◆ What the task asks ◆
Looking through the records below, please work out how many lines contain "small". Give only that number.

◆ Material to process ◆
=====

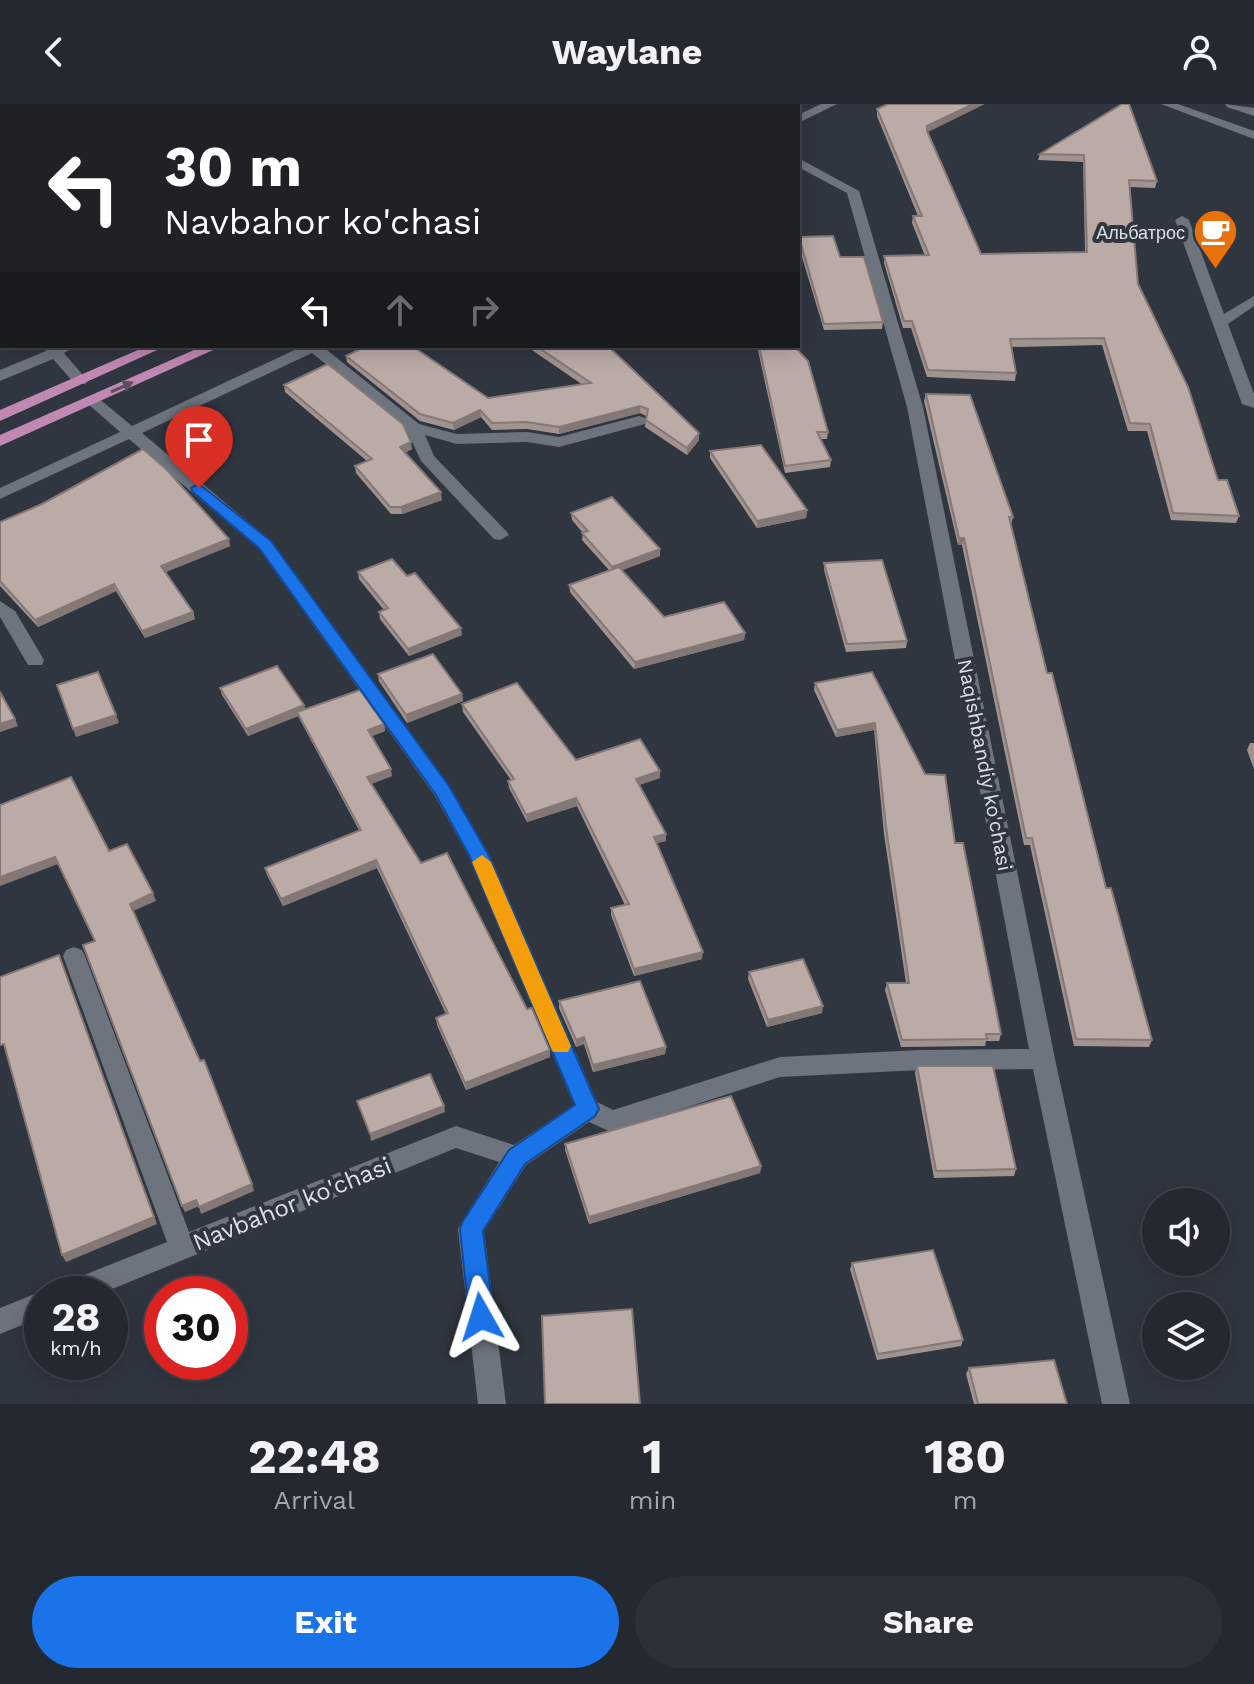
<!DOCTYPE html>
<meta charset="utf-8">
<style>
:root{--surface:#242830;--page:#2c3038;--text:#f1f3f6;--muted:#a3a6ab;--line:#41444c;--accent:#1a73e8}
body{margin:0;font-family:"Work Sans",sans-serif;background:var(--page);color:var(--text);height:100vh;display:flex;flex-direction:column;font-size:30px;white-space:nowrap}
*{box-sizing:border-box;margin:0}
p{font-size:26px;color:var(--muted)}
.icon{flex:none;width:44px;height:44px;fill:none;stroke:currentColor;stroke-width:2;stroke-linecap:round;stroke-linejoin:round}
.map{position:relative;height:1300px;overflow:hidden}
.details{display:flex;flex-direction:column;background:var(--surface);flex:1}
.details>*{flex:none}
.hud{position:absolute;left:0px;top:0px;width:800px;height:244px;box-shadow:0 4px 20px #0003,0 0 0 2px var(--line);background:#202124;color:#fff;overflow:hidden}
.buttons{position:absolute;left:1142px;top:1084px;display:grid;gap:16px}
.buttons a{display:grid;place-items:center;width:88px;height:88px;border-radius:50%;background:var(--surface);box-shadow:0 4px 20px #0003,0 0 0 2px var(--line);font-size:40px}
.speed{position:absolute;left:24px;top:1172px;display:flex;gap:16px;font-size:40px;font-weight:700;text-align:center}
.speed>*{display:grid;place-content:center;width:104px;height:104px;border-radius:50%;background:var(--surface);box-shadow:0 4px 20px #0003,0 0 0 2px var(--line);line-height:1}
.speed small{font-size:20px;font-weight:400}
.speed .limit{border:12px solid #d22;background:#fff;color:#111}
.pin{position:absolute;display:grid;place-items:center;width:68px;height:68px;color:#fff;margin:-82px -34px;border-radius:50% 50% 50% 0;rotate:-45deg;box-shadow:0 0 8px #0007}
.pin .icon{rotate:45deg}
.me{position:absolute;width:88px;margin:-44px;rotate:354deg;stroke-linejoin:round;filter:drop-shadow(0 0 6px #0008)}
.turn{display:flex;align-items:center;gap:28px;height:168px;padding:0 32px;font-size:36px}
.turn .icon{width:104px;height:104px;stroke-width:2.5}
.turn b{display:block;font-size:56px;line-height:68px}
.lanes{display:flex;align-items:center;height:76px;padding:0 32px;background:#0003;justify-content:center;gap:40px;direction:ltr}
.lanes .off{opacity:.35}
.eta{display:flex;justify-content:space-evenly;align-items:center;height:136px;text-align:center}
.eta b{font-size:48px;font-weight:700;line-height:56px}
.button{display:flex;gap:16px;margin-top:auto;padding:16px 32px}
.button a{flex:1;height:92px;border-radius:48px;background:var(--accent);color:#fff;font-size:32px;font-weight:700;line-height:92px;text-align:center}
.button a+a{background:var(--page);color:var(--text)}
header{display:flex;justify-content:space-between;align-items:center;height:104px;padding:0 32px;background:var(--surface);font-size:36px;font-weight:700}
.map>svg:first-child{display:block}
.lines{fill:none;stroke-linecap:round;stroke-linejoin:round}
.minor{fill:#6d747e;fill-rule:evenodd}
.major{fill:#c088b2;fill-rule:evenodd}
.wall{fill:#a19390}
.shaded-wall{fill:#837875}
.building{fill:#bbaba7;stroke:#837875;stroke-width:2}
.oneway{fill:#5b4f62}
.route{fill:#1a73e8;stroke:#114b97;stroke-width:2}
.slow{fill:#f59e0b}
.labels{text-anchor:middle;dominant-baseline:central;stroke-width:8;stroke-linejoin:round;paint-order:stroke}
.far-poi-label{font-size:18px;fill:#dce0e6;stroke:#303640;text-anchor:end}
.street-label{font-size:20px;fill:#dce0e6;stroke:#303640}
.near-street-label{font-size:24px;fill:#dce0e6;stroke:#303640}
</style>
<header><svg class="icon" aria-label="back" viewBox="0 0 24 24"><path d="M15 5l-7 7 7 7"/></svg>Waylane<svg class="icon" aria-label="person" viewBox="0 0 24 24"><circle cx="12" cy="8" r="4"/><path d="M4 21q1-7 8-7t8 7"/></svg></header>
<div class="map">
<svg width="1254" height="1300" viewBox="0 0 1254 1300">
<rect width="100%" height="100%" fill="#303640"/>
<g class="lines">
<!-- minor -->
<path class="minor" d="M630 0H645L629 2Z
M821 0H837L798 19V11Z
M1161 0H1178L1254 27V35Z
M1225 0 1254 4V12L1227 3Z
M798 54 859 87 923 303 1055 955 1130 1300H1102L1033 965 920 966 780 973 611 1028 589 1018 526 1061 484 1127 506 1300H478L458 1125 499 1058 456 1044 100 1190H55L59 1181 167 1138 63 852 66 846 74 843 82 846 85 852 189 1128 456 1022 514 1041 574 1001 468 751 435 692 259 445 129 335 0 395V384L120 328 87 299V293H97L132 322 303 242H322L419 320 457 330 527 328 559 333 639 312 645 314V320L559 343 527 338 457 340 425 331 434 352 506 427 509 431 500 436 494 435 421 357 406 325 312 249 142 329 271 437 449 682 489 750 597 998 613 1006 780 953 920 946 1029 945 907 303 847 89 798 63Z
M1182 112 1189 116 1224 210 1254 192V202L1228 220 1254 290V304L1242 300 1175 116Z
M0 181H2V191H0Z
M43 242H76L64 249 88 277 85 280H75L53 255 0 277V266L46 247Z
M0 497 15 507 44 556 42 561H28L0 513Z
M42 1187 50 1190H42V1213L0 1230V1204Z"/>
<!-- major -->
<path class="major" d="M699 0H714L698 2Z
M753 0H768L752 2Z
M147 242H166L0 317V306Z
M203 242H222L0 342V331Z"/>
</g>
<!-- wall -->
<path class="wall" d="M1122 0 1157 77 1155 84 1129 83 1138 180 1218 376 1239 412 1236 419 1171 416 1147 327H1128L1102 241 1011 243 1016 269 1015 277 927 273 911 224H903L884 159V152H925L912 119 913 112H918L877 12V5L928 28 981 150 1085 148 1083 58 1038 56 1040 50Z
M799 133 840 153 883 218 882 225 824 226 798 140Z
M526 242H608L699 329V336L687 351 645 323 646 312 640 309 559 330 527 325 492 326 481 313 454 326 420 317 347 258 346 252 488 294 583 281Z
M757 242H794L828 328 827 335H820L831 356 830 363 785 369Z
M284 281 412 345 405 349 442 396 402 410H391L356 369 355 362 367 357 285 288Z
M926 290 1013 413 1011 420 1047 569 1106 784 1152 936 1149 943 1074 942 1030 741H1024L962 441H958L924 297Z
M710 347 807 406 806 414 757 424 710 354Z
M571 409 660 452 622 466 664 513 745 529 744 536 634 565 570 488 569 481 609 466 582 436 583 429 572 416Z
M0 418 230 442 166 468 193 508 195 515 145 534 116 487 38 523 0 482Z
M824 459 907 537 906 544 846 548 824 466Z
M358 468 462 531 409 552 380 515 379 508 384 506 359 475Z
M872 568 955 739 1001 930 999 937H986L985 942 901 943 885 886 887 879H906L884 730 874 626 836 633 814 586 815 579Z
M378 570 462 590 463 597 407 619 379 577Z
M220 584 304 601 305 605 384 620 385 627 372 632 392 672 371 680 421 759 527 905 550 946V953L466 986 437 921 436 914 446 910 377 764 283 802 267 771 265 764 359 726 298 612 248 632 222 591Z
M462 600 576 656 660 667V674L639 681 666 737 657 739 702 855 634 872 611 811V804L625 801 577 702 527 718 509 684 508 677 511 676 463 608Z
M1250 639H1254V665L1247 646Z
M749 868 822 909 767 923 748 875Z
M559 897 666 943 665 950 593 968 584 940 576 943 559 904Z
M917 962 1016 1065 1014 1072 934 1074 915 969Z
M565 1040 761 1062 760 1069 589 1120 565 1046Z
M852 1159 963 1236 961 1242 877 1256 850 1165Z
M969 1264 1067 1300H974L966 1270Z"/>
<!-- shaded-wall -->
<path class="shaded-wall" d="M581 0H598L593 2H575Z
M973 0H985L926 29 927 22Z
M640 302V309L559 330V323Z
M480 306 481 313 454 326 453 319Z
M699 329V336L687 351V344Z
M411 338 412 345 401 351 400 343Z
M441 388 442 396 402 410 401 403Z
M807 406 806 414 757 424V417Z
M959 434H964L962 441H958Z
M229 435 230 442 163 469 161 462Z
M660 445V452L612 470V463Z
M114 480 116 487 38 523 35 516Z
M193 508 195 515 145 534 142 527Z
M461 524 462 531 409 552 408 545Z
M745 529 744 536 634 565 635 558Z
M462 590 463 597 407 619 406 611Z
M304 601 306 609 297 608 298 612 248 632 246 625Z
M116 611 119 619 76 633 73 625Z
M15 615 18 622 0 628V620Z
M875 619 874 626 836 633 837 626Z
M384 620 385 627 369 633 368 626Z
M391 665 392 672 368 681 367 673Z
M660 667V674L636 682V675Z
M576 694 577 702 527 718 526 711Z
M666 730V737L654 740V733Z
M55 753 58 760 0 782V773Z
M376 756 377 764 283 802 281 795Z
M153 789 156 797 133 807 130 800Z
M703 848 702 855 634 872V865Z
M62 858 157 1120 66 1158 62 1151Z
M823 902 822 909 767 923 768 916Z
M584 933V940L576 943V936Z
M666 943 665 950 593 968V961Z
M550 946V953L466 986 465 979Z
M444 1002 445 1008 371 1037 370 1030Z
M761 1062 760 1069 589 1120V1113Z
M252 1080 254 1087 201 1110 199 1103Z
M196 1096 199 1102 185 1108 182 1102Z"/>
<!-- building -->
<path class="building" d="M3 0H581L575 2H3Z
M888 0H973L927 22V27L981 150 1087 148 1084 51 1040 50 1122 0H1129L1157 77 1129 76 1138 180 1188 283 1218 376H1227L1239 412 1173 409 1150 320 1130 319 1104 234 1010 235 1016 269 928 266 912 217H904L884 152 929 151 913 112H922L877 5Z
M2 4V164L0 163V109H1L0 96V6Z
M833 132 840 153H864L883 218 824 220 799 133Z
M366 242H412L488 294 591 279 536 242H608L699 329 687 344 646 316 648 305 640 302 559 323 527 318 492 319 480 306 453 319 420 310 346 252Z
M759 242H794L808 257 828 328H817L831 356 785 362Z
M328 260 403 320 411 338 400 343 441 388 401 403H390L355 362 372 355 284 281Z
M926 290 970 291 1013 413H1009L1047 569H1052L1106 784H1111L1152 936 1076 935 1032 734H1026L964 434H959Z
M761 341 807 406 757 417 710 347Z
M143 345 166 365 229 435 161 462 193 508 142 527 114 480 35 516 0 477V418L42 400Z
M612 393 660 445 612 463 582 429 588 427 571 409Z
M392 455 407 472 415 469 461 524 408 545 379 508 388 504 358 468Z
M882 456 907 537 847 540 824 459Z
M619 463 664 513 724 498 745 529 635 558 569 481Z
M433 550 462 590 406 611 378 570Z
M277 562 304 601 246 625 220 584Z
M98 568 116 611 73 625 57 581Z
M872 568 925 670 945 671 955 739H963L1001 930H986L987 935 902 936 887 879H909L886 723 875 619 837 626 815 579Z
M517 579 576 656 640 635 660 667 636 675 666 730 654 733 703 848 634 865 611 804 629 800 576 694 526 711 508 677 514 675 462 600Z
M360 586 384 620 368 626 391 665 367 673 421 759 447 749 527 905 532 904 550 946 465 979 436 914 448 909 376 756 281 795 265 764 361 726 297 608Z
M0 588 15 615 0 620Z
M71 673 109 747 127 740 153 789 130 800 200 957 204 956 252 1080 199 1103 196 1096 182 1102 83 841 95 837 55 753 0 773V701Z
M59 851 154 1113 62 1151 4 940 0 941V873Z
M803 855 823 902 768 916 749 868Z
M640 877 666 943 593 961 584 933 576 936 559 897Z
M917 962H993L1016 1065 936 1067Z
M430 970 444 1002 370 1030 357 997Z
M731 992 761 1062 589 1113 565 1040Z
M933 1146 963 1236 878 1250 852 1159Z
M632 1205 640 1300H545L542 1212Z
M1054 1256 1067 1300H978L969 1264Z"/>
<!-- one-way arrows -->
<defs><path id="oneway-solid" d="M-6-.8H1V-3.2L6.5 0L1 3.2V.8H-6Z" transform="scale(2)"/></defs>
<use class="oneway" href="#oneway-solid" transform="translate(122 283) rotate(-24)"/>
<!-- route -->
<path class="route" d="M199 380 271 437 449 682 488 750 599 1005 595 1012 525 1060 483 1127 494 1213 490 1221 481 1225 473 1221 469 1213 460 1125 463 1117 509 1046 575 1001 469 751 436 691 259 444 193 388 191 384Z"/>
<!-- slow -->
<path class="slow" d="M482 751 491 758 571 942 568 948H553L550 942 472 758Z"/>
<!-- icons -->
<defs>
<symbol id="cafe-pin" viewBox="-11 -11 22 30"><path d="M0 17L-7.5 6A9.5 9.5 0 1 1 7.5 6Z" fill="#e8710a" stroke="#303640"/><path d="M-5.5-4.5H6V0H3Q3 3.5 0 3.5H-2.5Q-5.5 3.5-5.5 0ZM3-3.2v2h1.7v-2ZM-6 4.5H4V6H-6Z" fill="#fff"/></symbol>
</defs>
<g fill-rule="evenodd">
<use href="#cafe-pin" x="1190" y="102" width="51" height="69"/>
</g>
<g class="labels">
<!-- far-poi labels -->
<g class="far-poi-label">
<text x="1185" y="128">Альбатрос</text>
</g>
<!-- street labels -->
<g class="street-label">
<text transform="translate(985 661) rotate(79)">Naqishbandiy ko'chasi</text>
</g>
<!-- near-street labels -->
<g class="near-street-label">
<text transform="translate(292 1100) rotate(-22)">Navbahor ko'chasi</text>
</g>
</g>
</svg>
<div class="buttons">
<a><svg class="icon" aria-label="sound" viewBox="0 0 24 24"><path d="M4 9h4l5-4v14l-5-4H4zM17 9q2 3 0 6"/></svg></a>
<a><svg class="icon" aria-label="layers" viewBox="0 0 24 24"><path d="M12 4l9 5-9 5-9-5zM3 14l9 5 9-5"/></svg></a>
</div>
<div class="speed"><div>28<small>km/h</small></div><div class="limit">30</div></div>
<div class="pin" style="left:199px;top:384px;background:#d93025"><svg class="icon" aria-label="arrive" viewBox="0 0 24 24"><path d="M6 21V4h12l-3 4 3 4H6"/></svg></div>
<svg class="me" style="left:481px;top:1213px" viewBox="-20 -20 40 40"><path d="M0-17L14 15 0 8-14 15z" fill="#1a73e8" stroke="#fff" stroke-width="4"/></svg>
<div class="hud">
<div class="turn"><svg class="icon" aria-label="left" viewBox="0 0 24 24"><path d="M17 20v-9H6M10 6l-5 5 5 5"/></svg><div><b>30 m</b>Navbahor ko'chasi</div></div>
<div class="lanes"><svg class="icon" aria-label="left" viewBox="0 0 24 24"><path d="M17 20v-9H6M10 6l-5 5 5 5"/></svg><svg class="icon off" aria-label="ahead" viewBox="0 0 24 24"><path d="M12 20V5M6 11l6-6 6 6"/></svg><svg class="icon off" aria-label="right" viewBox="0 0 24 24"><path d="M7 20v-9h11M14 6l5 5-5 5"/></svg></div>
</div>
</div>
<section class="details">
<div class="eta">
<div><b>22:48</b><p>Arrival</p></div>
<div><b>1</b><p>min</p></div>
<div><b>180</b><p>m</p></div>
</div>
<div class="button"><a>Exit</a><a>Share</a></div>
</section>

=====

◆ Answer ◆
2